Monday, July 18, 2011

"The Mystic Arts of Erasing All Signs of Death" by Charlie Huston

Charlie Huston's The Mystic Arts of Erasing All Signs of Death has been a Big Sleep favorite since it came out as a trade paperback in December 2009.

Random House's blurb:
With his teaching career derailed by tragedy and his slacker days numbered, Webster Fillmore Goodhue makes an unlikely move and joins Clean Team, charged with tidying up L.A.'s grisly crime scenes. For Web, it's a steady gig, and he soon finds himself sponging a Malibu suicide's brains from a bathroom mirror and flirting with the man's bereaved and beautiful daughter.

Then things get weird: The dead man's daughter asks a favor. Every cell in Web's brain tells him to turn her down, but something makes him hit the Harbor Freeway at midnight to help her however he can. Soon enough it's Web who needs the help when gun-toting California cowboys start showing up on his doorstep. What's the deal? Is it something to do with what he cleaned up in that motel room in Carson? Or is it all about the brewing war between rival trauma cleaners? Web doesn't have a clue, but he'll need to get one if he's going to keep from getting his face kicked in. Again. And again. And again.
Charlie Huston reported on his blog in January of this year that
The pilot for The Mystic Arts of Erasing All Signs of Death was shot, edited, submitted and passed on by HBO. In simple terms this means there will be no profit generating TV series based on one of my books premiering on a pay cable channel near you.

There are obvious negatives to this end, most of them revolve around money (though, in all honesty, I had a tremendous amount of fun in the process and would have liked to have had more), the positives are more subtle, but, seeing as they revolve around family and not having a boss, they are also highly prized.

I was shocked to discover that I was interested in adapting All Signs of Death, and even more surprised to discover that the idea of working on a TV show in a day to day manner became appealing. Would have been nice to take a crack at that, but I still feel very much as if I walked into the casino, pushed my bet well beyond the point of sanity, and walked out with a great deal of the house’s filth lucre in my pocket. Plus I got comped a suite and tickets to a great show.

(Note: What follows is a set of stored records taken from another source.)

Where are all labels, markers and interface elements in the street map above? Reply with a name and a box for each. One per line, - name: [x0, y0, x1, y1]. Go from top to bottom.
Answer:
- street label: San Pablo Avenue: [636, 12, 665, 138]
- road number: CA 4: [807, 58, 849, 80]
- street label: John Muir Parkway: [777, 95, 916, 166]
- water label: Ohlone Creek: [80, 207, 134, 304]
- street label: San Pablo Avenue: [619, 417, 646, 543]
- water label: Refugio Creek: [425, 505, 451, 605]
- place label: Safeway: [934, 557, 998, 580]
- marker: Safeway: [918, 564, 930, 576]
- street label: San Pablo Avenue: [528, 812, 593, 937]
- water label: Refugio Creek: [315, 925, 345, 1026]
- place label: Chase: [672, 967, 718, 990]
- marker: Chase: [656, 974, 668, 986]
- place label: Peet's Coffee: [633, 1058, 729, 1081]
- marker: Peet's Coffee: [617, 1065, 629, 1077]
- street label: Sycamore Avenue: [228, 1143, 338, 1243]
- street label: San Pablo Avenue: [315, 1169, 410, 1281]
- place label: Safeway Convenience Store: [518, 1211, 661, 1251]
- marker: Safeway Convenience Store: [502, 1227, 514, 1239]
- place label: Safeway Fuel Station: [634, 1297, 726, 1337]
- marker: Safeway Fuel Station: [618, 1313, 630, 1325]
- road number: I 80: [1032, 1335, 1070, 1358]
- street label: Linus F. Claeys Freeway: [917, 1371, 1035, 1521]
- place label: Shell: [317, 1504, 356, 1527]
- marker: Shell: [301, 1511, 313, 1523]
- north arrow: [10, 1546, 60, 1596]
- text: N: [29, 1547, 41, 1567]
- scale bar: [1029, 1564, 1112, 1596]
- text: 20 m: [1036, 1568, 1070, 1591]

Speaking of great shows, the pilot itself was pretty damn good. Whenever you endeavor to do something very complicated in a very short period of time with somewhat limited resources there are going to be compromises and mistakes that you just have to deal with. I think both were minimized beyond any reasonable expectation. Someday the hunger for content may induce someone to create an archive of pilots that never went to series. Short of that, I don’t think too many people are going to get to see the All Signs of Death pilot. I consider that a damn shame. Probably my one real regret from not putting this thing on the air is that folks will miss out on Ben Whishaw as Web Goodhue. The cast was pretty fucking great top to bottom, but Mr. Whishaw was remarkable

1 comment:

  1. I was looking forward to Ben Whishaw as of my favorite actors as one of my very favorite fictional characters. Sigh! I still hope someone will find some way of getting the pilot out so we can see it. I also think the book would have made a terrific movie. Any chance of that someday????